The problem ▸ Could you give every record again, exactly as it reads?

Information shown ▸

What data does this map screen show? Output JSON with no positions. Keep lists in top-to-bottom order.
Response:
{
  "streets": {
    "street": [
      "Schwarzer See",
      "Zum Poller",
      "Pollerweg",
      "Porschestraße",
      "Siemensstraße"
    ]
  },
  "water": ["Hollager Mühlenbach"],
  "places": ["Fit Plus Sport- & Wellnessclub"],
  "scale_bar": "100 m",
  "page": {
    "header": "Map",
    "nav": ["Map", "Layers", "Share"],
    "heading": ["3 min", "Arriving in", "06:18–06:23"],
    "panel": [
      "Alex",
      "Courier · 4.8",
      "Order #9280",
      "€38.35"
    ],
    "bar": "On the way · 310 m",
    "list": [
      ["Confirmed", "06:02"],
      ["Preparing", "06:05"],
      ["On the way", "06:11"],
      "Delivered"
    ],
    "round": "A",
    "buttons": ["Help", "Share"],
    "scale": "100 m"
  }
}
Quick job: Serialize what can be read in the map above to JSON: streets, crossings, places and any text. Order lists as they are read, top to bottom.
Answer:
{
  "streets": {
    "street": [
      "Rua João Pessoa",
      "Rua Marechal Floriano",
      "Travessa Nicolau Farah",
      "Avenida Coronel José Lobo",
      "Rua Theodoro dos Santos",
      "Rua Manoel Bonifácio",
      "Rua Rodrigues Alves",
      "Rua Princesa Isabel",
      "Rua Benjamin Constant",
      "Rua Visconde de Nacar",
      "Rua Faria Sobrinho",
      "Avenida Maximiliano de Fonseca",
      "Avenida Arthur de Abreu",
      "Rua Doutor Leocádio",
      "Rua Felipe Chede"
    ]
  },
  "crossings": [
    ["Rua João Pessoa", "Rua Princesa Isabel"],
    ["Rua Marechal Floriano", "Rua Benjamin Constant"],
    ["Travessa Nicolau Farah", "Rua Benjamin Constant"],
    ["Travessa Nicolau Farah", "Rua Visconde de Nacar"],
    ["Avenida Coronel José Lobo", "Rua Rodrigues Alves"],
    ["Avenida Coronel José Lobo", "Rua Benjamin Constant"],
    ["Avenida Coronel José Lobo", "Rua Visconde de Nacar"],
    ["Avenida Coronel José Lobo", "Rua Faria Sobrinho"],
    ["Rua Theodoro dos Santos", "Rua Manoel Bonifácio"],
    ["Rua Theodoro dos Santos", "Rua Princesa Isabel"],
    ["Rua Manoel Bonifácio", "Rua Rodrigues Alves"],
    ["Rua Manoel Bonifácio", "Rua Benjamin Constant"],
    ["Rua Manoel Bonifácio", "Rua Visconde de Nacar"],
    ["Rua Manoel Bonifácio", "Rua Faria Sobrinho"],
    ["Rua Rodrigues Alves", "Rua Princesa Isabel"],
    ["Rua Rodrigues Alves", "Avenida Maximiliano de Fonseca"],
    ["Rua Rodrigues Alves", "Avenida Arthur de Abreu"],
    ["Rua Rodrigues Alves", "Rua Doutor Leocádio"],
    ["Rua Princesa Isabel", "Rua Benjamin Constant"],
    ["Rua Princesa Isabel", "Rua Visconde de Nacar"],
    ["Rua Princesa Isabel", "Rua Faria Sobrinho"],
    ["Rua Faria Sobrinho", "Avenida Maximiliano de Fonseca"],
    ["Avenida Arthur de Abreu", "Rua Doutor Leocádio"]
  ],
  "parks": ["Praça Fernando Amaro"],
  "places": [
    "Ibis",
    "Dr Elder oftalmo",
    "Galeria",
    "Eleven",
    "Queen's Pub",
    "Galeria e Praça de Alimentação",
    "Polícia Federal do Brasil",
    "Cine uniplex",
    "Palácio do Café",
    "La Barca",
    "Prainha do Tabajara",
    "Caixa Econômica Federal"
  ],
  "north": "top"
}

Result of this task ▸
What data does this map screen show? Output JSON with no positions. Keep lists in top-to-bottom order.
Response:
{
  "streets": {
    "street": [
      "Schwarzer See",
      "Zum Poller",
      "Pollerweg",
      "Porschestraße",
      "Siemensstraße"
    ]
  },
  "water": ["Hollager Mühlenbach"],
  "places": ["Fit Plus Sport- & Wellnessclub"],
  "scale_bar": "100 m",
  "page": {
    "header": "Map",
    "nav": ["Map", "Layers", "Share"],
    "heading": ["3 min", "Arriving in", "06:18–06:23"],
    "panel": [
      "Alex",
      "Courier · 4.8",
      "Order #9280",
      "€38.35"
    ],
    "bar": "On the way · 310 m",
    "list": [
      ["Confirmed", "06:02"],
      ["Preparing", "06:05"],
      ["On the way", "06:11"],
      "Delivered"
    ],
    "round": "A",
    "buttons": ["Help", "Share"],
    "scale": "100 m"
  }
}
Quick job: Serialize what can be read in the map above to JSON: streets, crossings, places and any text. Order lists as they are read, top to bottom.
Answer:
{
  "streets": {
    "street": [
      "Rua João Pessoa",
      "Rua Marechal Floriano",
      "Travessa Nicolau Farah",
      "Avenida Coronel José Lobo",
      "Rua Theodoro dos Santos",
      "Rua Manoel Bonifácio",
      "Rua Rodrigues Alves",
      "Rua Princesa Isabel",
      "Rua Benjamin Constant",
      "Rua Visconde de Nacar",
      "Rua Faria Sobrinho",
      "Avenida Maximiliano de Fonseca",
      "Avenida Arthur de Abreu",
      "Rua Doutor Leocádio",
      "Rua Felipe Chede"
    ]
  },
  "crossings": [
    ["Rua João Pessoa", "Rua Princesa Isabel"],
    ["Rua Marechal Floriano", "Rua Benjamin Constant"],
    ["Travessa Nicolau Farah", "Rua Benjamin Constant"],
    ["Travessa Nicolau Farah", "Rua Visconde de Nacar"],
    ["Avenida Coronel José Lobo", "Rua Rodrigues Alves"],
    ["Avenida Coronel José Lobo", "Rua Benjamin Constant"],
    ["Avenida Coronel José Lobo", "Rua Visconde de Nacar"],
    ["Avenida Coronel José Lobo", "Rua Faria Sobrinho"],
    ["Rua Theodoro dos Santos", "Rua Manoel Bonifácio"],
    ["Rua Theodoro dos Santos", "Rua Princesa Isabel"],
    ["Rua Manoel Bonifácio", "Rua Rodrigues Alves"],
    ["Rua Manoel Bonifácio", "Rua Benjamin Constant"],
    ["Rua Manoel Bonifácio", "Rua Visconde de Nacar"],
    ["Rua Manoel Bonifácio", "Rua Faria Sobrinho"],
    ["Rua Rodrigues Alves", "Rua Princesa Isabel"],
    ["Rua Rodrigues Alves", "Avenida Maximiliano de Fonseca"],
    ["Rua Rodrigues Alves", "Avenida Arthur de Abreu"],
    ["Rua Rodrigues Alves", "Rua Doutor Leocádio"],
    ["Rua Princesa Isabel", "Rua Benjamin Constant"],
    ["Rua Princesa Isabel", "Rua Visconde de Nacar"],
    ["Rua Princesa Isabel", "Rua Faria Sobrinho"],
    ["Rua Faria Sobrinho", "Avenida Maximiliano de Fonseca"],
    ["Avenida Arthur de Abreu", "Rua Doutor Leocádio"]
  ],
  "parks": ["Praça Fernando Amaro"],
  "places": [
    "Ibis",
    "Dr Elder oftalmo",
    "Galeria",
    "Eleven",
    "Queen's Pub",
    "Galeria e Praça de Alimentação",
    "Polícia Federal do Brasil",
    "Cine uniplex",
    "Palácio do Café",
    "La Barca",
    "Prainha do Tabajara",
    "Caixa Econômica Federal"
  ],
  "north": "top"
}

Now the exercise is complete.